Das sind drei Orte, drei Bundesländer, zwei Landeshauptstädte und ein Dorf mit gut 1.000 Einwohnern. Nurzen liegt praktischerweise fast genau auf halber Strecke zwischen München und Hannover – und nur ca. 10 Kilometer nördlich von Erfurt, der dritten Landeshauptstadt im Bunde. Klingt kompliziert? Manchmal ist es das auch, vor allem dann, wenn das Ladekabel natürlich genau am anderen Wohnort liegt. Aber es funktioniert. Und mehr noch: Es fühlt sich inzwischen überraschend unkompliziert an.
Drei Orte, drei Gefühle – und drei Arten von Menschen
- München ist die Überholspur – schnell, fokussiert, zielgerichtet. Auch in Begegnungen.
- Hannover ist die Langstrecke – ruhiger, offener, mit Raum für echte Gespräche.
- Nurzen ist die Auslaufrunde – direkt, ehrlich, vertraut.
So unterschiedlich diese drei Orte im ersten Moment erscheinen, die Menschen – und Alma – machen die Orte zu dem, was sie für mich sind.
Nurzen: Mein Dorf-Zufluchtsort ohne Trubel
Kurz zur Klarstellung: Der offizielle Ortsname meiner Heimatgemeinde ist Riethnordhausen.
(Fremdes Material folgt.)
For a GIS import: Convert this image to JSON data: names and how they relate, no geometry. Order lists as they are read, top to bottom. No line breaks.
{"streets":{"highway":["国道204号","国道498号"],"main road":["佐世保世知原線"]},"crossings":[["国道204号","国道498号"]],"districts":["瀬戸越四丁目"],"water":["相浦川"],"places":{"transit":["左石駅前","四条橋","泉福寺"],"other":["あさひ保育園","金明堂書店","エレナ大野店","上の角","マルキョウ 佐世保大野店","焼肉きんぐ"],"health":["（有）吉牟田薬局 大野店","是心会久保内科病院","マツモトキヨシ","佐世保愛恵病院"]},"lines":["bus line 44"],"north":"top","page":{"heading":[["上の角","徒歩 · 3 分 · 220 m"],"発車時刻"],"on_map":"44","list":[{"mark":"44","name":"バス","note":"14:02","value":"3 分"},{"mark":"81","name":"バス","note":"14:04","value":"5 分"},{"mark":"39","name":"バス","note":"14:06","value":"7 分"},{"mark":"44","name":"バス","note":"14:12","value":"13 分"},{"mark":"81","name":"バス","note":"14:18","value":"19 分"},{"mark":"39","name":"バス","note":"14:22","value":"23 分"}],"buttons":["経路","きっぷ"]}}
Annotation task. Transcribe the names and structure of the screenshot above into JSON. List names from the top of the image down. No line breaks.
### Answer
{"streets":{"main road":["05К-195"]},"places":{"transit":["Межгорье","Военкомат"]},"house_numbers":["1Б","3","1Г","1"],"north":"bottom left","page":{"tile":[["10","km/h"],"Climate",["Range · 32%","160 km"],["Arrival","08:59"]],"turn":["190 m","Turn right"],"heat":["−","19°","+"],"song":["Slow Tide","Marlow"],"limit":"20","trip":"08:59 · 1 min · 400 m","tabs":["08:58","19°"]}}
In der Ortschronik steht, dass der Ort früher „Nordhusen“ hieß. Die Einwohner machten daraus „Nurzen“. Es war egal, wie der eigentliche Ortsname lautete, zu welchem Königreich, Staat, Bundesland oder Landkreis das Dorf gehörte – dieser Spitzname ist geblieben. Wenn ich einem Thüringer sage, ich komme aus Riethnordhausen, wissen viele nicht, wo das ist. Aber Nurzen kennt jeder.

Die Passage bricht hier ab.